Weight Training to Increase Testosterone during Menopause

Viewed by many as a male hormone, testosterone is found in both men and women. While it plays an important role in the overall health for men, it also has an impact on women's bodies. It is well-known that the sex hormones estrogen and progesterone decrease during menopause. Testosterone in women decreases earlier in life, with a woman's testosterone level in her forties usually around half what it was when she was in her twenties.

There is no universally "normal" amount of testosterone in the female body, and levels vary from woman to woman. Low testosterone levels can result in loss of sexual desire or responsiveness, weak muscles, and mood changes.

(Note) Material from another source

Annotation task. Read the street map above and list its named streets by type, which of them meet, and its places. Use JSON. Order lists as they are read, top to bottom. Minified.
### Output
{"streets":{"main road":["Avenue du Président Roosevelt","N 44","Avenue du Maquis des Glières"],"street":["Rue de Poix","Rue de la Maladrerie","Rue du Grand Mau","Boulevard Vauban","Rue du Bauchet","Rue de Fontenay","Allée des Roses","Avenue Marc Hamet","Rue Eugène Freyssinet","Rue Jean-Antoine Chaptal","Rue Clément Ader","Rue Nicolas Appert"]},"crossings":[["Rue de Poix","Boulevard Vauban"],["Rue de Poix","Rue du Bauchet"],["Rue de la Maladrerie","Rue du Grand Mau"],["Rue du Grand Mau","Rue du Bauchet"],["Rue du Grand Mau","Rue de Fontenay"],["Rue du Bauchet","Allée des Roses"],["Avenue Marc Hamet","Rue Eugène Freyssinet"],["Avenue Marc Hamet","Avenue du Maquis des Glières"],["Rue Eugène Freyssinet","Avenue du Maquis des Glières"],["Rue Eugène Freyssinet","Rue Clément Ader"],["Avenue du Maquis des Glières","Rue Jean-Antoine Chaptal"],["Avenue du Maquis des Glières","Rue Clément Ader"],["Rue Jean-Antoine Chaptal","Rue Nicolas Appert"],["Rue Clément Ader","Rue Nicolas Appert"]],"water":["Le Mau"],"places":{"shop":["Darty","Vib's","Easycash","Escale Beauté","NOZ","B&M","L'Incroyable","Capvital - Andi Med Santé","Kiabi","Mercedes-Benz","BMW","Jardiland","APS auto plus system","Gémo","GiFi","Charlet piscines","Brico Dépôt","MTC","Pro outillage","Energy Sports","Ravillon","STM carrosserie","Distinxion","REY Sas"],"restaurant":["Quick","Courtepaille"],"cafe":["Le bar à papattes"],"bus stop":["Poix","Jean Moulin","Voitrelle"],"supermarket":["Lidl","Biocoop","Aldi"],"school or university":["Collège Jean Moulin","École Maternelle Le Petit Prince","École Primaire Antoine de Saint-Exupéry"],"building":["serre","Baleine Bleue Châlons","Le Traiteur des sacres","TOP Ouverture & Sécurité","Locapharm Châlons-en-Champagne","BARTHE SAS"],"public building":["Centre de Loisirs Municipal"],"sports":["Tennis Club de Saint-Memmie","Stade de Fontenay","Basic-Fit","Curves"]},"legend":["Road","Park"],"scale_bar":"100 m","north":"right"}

However, high testosterone levels are also associated with a medical condition called polycystic ovary syndrome and male features. Many different activities can boost a woman's testosterone level, including feeling empowered at work, having sex, and weight training.

Things to Know about Weight Training and Increased Testosterone

Many menopausal women don't consider weight training when planning an exercise routine, but it has several benefits.

Breaking from tradition

Weight Training to Increase Testosterone during Menopause

Research shows that weight training is beneficial to a woman's overall health, and more and more women are beginning to participate in weightlifting. Weightlifting can also increase testosterone levels, but this is not directly connected to the benefits that weightlifting and exercising on a regular basis produce.

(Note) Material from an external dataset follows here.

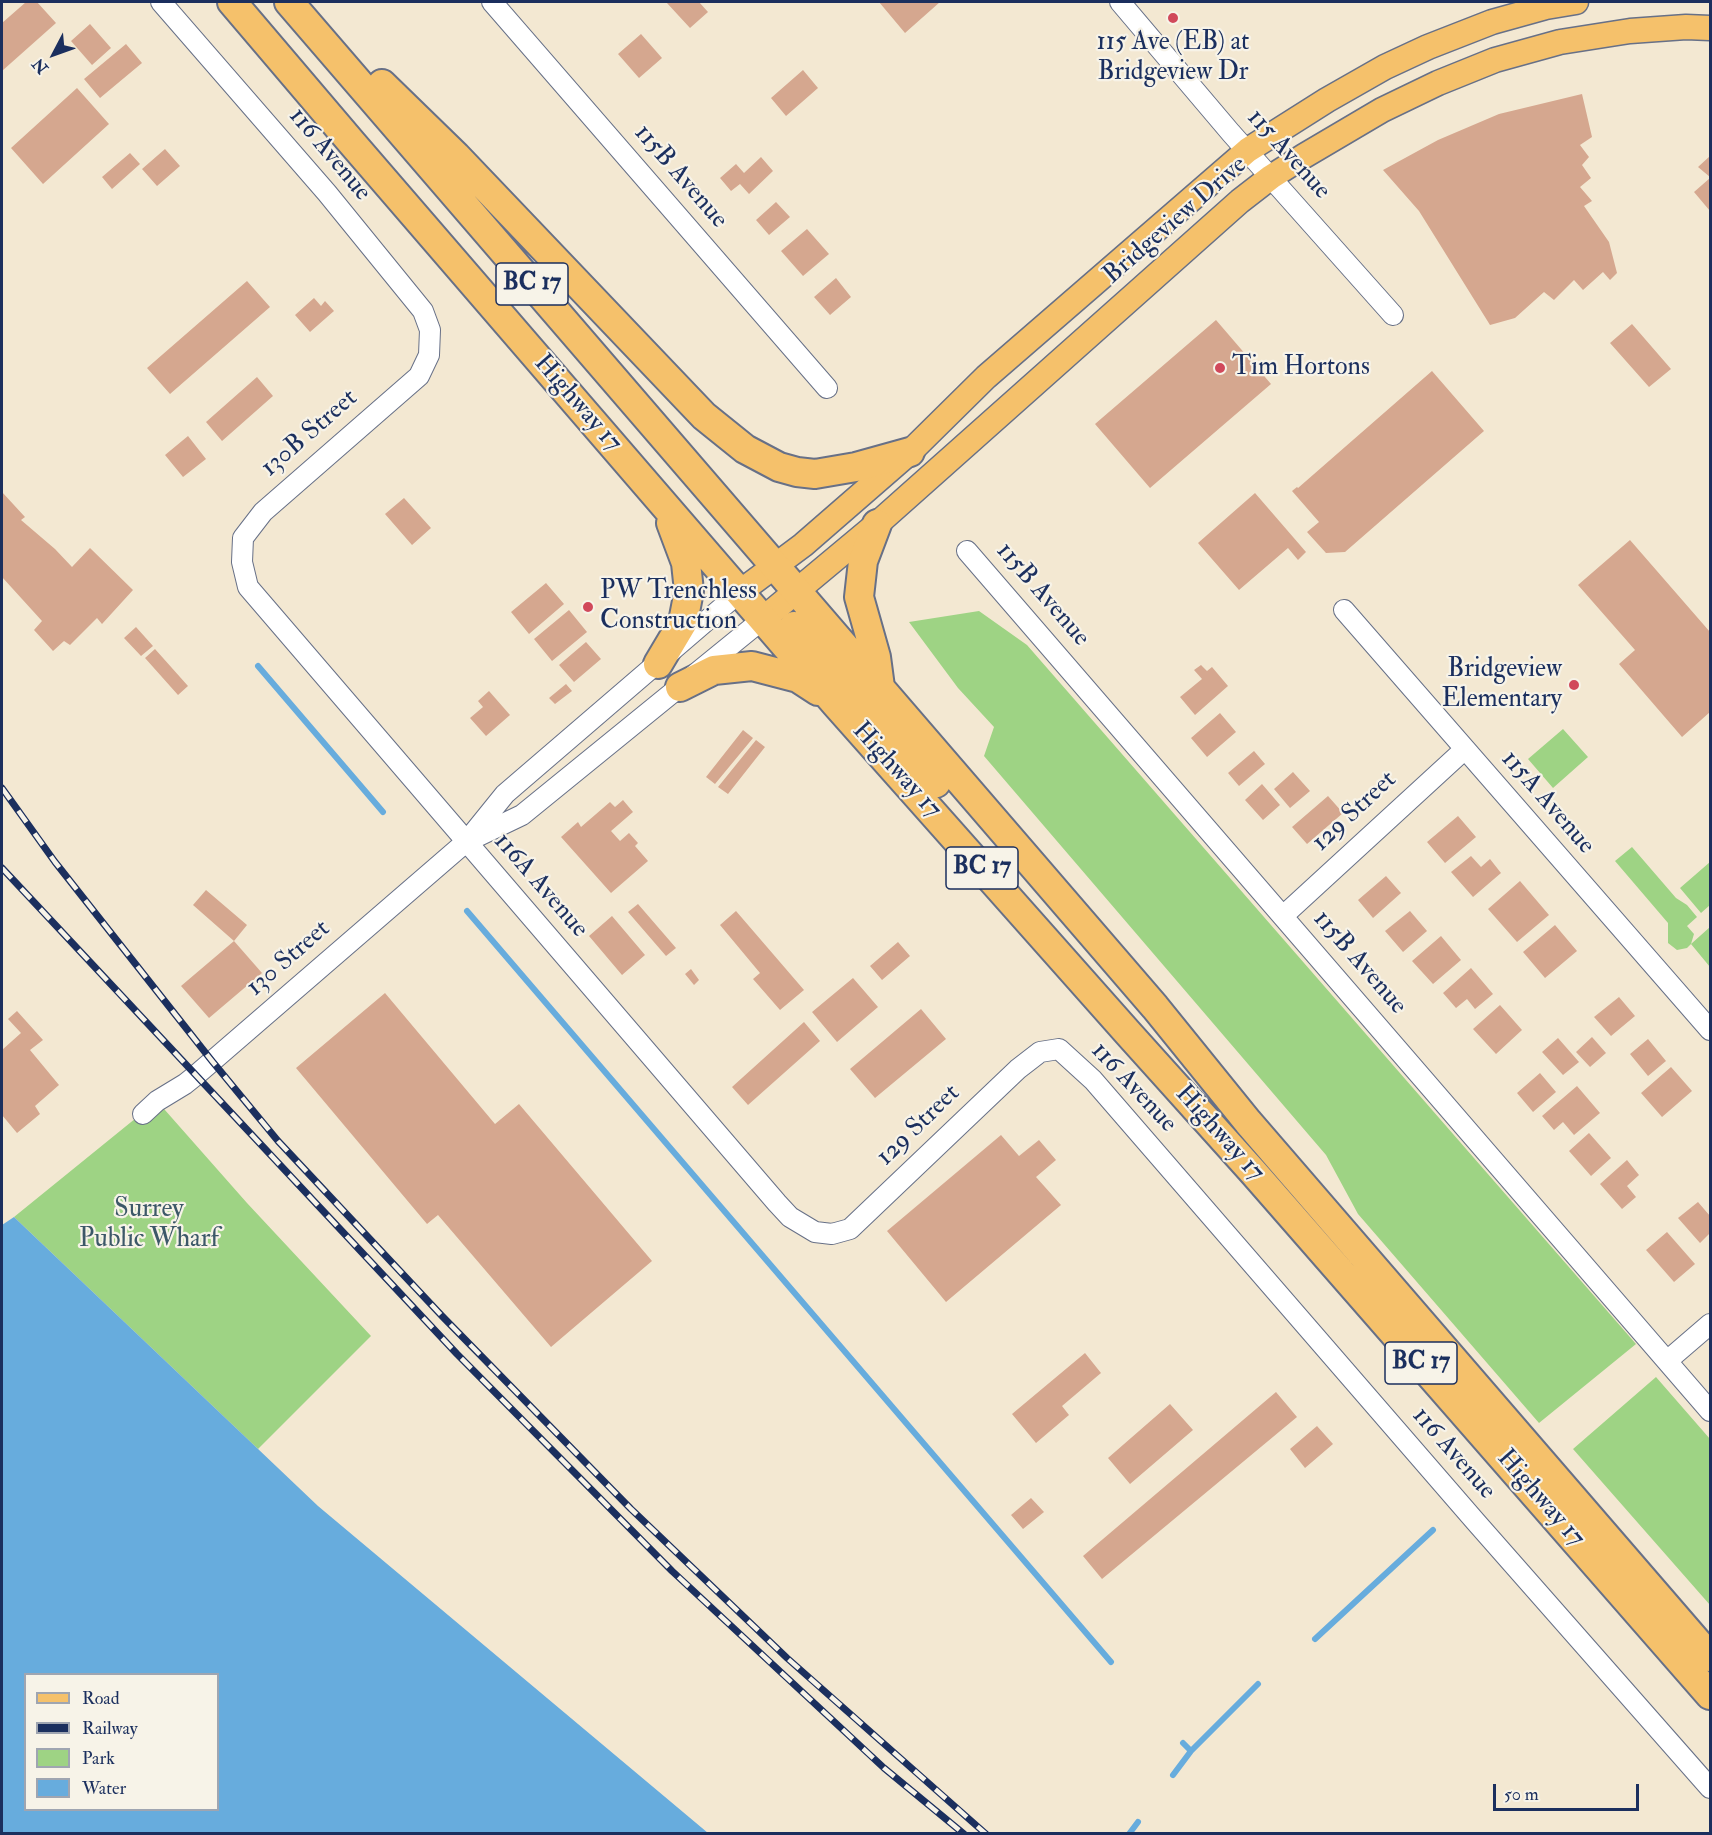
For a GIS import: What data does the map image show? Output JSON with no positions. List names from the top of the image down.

Getting a toned appearance

Weight Training to Increase Testosterone during Menopause

Weightlifting can help a woman to feel good inside and out. It is often used to increase muscle strength and bone health, improve self-esteem, and help with weight loss.

Working out regularly

Weight Training to Increase Testosterone during Menopause

It is a good idea to mix resistance training like weightlifting with cardio workouts like speed walking, swimming, and Pilates. When you begin to lift weights, it can be helpful to take a class at the local gym in order to make sure you are doing everything correctly and are not increasing your risk of injury.

Decreasing osteoporosis risk

Weightlifting increases bone density and strength, which can lower a woman's risk of getting osteoporosis. Weightlifting is also good for combating other chronic diseases, such as diabetes, heart disease, arthritis, and depression.

Cutting back on obesity

Weight training is a fun way to mix up an exercise routine or add more exercise to your daily life. This can help with weight loss or lower your risk of weight gain and obesity.

Boosting libido

By decreasing stress levels and improving overall mood, exercise such as weight training can also increase your sex drive.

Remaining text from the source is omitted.